The BHL conference proceedings presented in this special supplement issue of the American Journal of Lifestyle Medicine present an overview of the four topic areas that comprise the conference framework. In this issue, the first section focuses on the impact of transitions on CVD. Dr. Robert McKeown discusses the epidemiological transition as it relates to CVD34 and Dr. Gregory Heath discusses physical activity transitions35. The second section focuses on current evidence regarding the role of physical activity and diet on CVD. Dr. Arthur Leon provides an overview of mechanisms for the development of CVD36 and Dr. Agneta Yngve discuss the evolution of diet on CVD37. Dr. Carol Johnston presents the role of functional foods as protective modifiers of CVD38. The third section addresses the promotion of physical activity to prevent CVD. Dr. Mercedes Carnethon provides an evidence-based overview of the dose of physical activity associated with protection from CVD39 and Dr. Catrine Tudor-Locke provides a narrative review of a research focus to increase physical activity in adults40. The fourth section addresses lifestyle factors related to physical activity, diet, and CVD. Dr. Stuart Quan discusses the role of sleep and sleep disturbances on the development of CVD41 and Dr. Mary Davis shows how social and emotional resilience to stress can reduce CVD42. The last section focuses on reducing the impact of CVD in racial and ethnic minorities with a discussion by Dr. Donna Winham on culturally tailored foods43.

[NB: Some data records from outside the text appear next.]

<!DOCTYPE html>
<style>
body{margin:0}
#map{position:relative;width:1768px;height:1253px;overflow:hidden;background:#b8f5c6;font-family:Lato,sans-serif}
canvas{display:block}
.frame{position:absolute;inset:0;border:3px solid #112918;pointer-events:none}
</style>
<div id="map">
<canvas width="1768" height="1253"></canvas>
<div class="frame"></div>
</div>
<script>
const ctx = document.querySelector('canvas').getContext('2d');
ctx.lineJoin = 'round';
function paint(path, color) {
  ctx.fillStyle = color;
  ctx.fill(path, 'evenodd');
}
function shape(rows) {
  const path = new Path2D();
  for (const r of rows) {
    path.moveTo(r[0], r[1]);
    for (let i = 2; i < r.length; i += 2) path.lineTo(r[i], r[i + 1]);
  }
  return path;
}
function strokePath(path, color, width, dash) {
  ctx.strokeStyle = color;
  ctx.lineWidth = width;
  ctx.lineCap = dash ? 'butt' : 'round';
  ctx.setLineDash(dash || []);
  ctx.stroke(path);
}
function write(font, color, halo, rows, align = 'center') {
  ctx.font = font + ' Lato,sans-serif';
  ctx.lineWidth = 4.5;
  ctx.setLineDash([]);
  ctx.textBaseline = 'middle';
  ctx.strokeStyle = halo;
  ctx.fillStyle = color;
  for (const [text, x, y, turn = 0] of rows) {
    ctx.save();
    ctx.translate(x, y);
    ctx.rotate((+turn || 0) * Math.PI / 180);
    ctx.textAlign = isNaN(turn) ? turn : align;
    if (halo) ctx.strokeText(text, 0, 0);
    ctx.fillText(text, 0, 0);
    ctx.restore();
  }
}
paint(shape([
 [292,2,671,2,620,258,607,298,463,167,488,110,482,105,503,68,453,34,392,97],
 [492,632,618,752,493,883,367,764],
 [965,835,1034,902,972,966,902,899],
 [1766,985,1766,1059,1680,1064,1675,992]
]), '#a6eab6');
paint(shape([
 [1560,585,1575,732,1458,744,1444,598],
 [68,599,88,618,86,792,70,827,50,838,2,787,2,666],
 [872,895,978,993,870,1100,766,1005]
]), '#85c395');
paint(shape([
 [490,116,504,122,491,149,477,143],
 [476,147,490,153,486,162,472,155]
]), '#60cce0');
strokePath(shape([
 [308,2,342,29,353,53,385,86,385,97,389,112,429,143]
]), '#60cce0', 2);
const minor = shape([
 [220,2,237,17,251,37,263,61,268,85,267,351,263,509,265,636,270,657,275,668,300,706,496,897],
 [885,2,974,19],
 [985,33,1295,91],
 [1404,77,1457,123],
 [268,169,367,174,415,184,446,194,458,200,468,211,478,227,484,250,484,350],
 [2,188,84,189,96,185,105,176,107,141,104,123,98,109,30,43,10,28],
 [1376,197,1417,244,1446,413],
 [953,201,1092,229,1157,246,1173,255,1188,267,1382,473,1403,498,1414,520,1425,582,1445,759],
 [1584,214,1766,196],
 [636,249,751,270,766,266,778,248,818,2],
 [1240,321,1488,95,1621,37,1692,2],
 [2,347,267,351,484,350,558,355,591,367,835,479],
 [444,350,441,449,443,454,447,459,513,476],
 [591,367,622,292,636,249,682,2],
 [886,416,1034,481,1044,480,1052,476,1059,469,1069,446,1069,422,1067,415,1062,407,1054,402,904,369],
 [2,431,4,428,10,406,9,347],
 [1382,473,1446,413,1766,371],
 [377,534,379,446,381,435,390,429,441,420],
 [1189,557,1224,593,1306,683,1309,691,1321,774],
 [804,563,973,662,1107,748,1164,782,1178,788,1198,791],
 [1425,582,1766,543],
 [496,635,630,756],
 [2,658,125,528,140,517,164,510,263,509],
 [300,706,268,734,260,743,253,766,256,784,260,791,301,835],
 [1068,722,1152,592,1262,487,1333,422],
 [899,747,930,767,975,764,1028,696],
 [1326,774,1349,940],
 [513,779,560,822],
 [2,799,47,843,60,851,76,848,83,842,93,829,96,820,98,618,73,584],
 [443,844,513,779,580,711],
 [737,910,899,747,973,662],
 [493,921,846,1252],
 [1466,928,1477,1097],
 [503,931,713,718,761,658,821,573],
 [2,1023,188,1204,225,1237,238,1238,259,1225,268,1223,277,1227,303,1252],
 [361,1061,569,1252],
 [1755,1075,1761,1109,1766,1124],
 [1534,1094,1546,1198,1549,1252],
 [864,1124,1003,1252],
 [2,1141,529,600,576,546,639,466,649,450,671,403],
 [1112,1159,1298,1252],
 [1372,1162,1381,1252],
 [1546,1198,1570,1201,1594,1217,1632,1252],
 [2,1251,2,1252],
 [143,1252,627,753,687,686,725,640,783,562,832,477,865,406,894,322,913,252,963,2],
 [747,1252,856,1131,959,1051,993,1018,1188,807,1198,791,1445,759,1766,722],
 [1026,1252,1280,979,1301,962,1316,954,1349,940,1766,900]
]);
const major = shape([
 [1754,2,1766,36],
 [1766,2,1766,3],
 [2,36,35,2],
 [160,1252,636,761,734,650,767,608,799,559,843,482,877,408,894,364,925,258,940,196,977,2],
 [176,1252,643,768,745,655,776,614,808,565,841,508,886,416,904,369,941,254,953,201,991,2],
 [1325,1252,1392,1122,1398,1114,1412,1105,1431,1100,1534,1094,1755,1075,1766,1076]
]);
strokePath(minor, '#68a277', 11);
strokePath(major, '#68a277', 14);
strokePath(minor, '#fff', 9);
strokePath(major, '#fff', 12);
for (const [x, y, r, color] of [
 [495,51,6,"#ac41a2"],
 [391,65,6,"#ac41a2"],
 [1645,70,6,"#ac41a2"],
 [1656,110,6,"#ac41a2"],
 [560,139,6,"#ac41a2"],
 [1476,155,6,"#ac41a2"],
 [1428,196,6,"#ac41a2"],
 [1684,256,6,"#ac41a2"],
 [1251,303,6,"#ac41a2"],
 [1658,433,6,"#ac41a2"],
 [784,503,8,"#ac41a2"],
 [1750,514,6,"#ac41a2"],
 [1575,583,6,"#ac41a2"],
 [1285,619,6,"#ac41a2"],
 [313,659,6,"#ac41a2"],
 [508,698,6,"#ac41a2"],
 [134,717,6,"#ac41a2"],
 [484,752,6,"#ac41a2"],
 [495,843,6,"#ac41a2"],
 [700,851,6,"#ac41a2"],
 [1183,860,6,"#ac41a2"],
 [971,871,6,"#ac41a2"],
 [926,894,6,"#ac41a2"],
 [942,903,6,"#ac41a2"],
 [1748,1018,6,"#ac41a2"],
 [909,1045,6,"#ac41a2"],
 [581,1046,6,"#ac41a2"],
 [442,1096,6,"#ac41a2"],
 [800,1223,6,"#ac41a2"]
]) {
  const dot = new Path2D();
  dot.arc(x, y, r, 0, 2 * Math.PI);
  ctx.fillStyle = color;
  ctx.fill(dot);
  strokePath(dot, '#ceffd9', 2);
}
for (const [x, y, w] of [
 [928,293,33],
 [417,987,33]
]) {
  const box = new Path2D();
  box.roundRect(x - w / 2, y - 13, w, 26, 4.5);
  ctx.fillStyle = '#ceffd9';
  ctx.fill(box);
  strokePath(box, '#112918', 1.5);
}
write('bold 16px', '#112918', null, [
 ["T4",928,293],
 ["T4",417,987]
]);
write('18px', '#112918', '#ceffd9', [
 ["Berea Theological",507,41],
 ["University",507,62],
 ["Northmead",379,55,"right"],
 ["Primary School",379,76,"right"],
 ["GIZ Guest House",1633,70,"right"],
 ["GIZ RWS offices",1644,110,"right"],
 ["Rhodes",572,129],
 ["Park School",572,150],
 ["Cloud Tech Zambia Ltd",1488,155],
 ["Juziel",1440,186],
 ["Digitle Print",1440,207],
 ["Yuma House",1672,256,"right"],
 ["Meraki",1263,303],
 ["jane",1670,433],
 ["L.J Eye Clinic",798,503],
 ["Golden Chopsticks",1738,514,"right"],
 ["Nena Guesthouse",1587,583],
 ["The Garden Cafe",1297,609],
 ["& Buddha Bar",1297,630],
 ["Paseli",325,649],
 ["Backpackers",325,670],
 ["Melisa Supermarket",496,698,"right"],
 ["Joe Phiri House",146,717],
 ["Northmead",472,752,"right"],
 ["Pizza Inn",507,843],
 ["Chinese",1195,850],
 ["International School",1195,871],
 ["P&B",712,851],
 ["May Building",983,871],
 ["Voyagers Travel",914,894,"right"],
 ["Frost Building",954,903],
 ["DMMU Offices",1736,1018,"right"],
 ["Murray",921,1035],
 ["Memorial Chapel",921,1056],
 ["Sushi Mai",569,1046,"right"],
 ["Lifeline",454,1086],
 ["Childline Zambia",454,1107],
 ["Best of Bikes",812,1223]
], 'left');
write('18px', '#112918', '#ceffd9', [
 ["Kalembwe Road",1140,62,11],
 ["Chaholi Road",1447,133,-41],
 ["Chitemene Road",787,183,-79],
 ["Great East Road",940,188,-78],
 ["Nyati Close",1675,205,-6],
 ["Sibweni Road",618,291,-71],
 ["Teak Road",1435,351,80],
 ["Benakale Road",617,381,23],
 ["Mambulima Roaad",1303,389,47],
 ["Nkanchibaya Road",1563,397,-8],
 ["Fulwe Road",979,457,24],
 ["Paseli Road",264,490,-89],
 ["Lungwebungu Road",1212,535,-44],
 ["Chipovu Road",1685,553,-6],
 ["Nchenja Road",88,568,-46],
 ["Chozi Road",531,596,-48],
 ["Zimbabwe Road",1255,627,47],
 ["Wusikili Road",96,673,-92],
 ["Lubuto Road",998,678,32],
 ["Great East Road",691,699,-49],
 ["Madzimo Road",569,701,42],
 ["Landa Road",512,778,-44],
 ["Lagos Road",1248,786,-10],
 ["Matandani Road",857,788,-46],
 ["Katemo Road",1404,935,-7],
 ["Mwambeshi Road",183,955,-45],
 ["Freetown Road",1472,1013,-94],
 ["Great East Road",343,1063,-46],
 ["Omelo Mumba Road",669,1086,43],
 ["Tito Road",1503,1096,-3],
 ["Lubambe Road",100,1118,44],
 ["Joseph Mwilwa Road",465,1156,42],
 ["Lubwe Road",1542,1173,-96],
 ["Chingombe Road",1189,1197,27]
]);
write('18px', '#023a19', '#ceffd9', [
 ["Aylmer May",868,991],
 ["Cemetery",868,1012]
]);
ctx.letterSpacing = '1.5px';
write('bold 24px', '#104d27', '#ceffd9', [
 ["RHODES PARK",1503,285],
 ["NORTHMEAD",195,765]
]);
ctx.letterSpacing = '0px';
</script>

While not part of this supplement issue, the 2008 Building Healthy Lifestyles Conference offered workshops that were aimed at teaching participants skills for heart-healthy food preparation, stress reduction, and planning physical activity interventions. As with past years, the conference program also included a scientific poster session for graduate students and faculty to present their scientific research related to building healthy lifestyles.
CVD is the leading cause of mortality in the U.S. with multiple etiologies comprising several levels of influence. The 3rd annual Building Healthy Lifestyles conference program explored the historical evidence that advanced CVD to become the leading cause of death in the U.S. The conference also examined the current evidence regarding the impact of lifestyle behaviors that either prevent (i.e., healthy dietary practices and regular physical activity) or promote (i.e., stress and poor sleep habits) CVD. Finally, CVD has been shown to disproportionately affect ethnically diverse populations; therefore, the conference also focused on strategies that are used to reduce the burden of CVD.